J. Benda nuance son propos en employant l'expression « s'il le faut », qui signale que le sacrifice consenti par La Bruyère n'est pas systématique : La Bruyère privilégie l'effet littéraire et peut donc aller jusqu'à lui sacrifier la vérité, au besoin (si la production de l'effet littéraire en dépend, si elle l'exige).

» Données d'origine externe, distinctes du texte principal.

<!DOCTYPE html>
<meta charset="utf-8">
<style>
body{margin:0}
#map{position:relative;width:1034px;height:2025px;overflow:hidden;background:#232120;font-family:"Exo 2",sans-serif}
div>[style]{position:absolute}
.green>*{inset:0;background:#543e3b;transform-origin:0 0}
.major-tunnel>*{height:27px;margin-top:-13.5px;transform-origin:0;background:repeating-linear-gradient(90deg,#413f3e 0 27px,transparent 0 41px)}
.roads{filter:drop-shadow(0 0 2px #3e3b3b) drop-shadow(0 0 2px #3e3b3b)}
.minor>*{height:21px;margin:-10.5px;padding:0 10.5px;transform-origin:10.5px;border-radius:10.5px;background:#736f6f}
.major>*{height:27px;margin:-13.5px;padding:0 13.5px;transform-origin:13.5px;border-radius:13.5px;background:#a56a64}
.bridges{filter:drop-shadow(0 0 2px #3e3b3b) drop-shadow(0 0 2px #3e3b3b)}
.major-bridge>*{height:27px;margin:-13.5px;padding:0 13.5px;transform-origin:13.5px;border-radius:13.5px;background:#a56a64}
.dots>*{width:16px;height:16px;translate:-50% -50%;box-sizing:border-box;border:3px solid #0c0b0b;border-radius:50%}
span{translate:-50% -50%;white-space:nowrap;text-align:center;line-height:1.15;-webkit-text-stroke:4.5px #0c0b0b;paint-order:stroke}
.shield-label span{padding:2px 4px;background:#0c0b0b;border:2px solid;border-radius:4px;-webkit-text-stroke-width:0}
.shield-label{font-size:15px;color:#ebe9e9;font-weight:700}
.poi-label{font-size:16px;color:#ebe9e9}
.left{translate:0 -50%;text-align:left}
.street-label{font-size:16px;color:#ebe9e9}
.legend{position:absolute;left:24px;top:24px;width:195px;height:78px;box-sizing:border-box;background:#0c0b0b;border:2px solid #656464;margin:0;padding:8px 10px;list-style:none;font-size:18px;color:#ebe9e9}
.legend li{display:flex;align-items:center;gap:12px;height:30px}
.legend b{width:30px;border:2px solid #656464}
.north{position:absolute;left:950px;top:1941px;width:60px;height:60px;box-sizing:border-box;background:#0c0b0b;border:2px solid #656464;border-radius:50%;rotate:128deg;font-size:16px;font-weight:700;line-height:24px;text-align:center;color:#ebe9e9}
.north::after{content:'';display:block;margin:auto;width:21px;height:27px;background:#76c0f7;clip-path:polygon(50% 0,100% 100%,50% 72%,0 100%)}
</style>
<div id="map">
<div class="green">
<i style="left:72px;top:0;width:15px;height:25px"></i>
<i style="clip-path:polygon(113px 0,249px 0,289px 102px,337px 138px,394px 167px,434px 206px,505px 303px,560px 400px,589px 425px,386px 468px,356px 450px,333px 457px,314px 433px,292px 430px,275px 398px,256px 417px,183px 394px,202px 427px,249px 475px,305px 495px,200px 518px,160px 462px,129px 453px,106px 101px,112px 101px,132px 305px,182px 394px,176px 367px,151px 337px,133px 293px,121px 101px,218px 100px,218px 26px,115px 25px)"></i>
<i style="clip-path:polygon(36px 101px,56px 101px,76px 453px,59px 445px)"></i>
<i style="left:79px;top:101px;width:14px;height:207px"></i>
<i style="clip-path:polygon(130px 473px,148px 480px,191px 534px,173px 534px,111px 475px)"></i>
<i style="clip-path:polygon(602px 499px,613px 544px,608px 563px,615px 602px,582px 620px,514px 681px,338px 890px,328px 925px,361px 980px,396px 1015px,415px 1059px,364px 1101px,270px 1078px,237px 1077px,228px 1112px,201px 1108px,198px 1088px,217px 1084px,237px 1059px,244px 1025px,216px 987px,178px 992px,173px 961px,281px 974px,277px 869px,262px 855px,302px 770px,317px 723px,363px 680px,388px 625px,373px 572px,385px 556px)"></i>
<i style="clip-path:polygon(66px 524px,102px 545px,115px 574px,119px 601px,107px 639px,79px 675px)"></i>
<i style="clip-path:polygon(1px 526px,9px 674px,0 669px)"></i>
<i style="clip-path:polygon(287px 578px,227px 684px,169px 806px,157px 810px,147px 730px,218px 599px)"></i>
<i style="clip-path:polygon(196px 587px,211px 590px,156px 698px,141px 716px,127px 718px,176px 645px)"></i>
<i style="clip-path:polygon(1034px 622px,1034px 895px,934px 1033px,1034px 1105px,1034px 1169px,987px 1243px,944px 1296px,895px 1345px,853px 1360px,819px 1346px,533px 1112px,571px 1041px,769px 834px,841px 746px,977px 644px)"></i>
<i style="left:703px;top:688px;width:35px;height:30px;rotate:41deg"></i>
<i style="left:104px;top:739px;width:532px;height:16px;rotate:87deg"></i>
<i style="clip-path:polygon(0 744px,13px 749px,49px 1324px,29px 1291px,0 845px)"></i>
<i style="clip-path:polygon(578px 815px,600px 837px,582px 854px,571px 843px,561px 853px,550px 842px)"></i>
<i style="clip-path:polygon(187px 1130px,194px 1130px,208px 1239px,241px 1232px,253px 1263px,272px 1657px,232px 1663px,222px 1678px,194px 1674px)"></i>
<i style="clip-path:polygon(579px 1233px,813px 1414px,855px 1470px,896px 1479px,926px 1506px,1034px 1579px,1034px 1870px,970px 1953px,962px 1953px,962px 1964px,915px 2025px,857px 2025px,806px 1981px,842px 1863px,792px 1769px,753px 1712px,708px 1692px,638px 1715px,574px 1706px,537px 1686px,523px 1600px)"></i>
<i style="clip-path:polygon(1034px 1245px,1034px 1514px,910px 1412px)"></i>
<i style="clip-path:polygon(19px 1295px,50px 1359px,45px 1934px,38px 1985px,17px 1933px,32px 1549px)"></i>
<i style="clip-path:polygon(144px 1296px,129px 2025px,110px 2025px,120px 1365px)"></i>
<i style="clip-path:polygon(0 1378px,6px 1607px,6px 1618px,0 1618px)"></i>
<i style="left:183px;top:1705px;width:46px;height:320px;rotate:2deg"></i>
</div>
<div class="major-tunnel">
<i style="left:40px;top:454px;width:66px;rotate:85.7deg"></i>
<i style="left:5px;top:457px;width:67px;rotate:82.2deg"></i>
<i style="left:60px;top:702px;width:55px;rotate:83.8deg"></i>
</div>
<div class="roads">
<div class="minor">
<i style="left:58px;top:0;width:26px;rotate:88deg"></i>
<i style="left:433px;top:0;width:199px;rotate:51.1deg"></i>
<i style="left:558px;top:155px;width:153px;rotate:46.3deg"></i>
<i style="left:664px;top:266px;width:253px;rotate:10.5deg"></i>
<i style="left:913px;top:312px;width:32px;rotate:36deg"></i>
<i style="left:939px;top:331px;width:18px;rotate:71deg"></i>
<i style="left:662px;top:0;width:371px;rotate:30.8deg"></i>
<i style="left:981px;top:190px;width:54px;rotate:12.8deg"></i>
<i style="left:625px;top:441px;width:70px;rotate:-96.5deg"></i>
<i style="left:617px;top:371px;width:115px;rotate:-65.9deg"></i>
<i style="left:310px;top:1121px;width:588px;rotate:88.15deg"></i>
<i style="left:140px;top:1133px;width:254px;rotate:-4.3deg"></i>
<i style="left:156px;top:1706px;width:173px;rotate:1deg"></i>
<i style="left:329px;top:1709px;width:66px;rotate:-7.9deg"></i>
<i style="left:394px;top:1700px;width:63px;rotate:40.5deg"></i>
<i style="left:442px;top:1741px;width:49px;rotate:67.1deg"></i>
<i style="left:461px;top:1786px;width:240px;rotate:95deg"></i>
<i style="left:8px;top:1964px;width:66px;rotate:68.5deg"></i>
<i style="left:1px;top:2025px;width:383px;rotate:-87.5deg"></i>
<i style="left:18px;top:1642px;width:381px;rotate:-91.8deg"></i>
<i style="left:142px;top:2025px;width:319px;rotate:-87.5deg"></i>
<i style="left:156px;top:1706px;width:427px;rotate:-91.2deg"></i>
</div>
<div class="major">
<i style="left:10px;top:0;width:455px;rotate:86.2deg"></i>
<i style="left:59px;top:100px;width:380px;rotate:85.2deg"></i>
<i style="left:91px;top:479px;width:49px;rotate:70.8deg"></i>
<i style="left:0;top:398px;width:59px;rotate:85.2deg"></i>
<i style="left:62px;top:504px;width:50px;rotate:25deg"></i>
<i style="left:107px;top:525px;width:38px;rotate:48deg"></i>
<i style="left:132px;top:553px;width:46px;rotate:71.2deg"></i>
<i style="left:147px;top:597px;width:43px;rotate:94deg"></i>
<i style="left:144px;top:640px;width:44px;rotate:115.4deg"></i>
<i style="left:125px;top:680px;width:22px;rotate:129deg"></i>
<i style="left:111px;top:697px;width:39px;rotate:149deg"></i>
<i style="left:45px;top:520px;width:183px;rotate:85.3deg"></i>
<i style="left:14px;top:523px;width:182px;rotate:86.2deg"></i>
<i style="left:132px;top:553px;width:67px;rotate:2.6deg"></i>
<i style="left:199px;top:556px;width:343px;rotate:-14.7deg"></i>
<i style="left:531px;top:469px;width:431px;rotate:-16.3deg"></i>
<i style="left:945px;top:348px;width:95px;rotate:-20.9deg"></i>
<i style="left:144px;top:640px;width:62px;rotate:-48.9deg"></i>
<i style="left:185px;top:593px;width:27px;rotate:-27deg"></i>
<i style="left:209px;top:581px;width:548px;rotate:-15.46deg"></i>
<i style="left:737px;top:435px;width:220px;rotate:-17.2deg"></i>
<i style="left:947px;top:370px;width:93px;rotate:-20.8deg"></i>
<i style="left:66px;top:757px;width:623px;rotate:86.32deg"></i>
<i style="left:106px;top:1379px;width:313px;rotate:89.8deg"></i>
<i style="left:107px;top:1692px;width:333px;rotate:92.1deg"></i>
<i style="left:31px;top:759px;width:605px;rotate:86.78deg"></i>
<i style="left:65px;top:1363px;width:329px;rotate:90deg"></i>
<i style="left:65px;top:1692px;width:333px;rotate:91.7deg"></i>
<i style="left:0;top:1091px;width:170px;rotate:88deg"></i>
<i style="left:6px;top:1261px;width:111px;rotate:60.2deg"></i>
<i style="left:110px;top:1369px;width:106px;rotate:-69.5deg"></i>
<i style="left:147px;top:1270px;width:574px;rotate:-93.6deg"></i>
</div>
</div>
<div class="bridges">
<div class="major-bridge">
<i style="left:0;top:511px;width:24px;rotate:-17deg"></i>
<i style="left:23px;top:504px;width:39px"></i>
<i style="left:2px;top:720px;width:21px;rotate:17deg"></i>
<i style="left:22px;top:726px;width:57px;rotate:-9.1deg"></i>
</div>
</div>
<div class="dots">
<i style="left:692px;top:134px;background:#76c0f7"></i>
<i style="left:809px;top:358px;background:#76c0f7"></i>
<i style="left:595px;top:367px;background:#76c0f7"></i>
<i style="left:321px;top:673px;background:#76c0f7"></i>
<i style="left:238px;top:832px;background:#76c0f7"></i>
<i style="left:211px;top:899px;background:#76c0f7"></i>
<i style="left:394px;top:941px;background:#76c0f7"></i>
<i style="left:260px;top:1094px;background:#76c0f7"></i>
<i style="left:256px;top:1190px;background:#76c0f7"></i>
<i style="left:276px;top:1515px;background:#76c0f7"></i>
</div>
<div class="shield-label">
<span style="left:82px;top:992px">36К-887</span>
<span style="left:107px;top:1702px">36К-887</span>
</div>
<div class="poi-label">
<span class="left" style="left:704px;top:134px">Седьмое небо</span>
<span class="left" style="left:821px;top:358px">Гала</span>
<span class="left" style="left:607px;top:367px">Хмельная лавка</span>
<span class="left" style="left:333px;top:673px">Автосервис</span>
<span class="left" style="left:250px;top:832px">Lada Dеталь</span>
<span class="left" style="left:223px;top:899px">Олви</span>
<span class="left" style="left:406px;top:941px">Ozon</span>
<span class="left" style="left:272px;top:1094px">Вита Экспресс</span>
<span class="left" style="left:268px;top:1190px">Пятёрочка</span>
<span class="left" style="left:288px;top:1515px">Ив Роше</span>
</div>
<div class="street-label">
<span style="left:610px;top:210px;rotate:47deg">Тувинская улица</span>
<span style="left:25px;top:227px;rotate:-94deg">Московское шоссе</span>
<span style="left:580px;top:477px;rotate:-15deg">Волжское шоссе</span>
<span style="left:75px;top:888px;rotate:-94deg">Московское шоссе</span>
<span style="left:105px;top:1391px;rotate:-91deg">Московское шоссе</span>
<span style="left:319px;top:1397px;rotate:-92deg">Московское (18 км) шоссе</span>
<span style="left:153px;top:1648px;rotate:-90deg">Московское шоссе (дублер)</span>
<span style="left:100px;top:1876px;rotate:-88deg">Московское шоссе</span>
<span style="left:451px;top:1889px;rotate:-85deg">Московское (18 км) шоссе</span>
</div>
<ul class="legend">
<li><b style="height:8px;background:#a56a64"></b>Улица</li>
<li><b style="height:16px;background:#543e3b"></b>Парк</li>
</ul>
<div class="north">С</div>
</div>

A. La Bruyère met parfois en œuvre jusqu'à l'invraisemblance les artifices de la comédie. Exemple : Dans le portrait de Ménalque (XI, 7), la caricature est tellement exagérée que son invraisemblance risque de nuire à la dénonciation : il est invraisemblable que quelqu'un accumule autant d'étourderies en si peu de temps. (Voir le texte pour des exemples précis). La Bruyère est dans l'infraction par rapport aux intentions qu'il exprime dans sa préface (faire le « portrait » des hommes « d'après nature » et n'écrire que pour corriger leurs défauts (« c'est l'unique fin que l'on doit se proposer en écrivant », Préface des Caractères, p. 117)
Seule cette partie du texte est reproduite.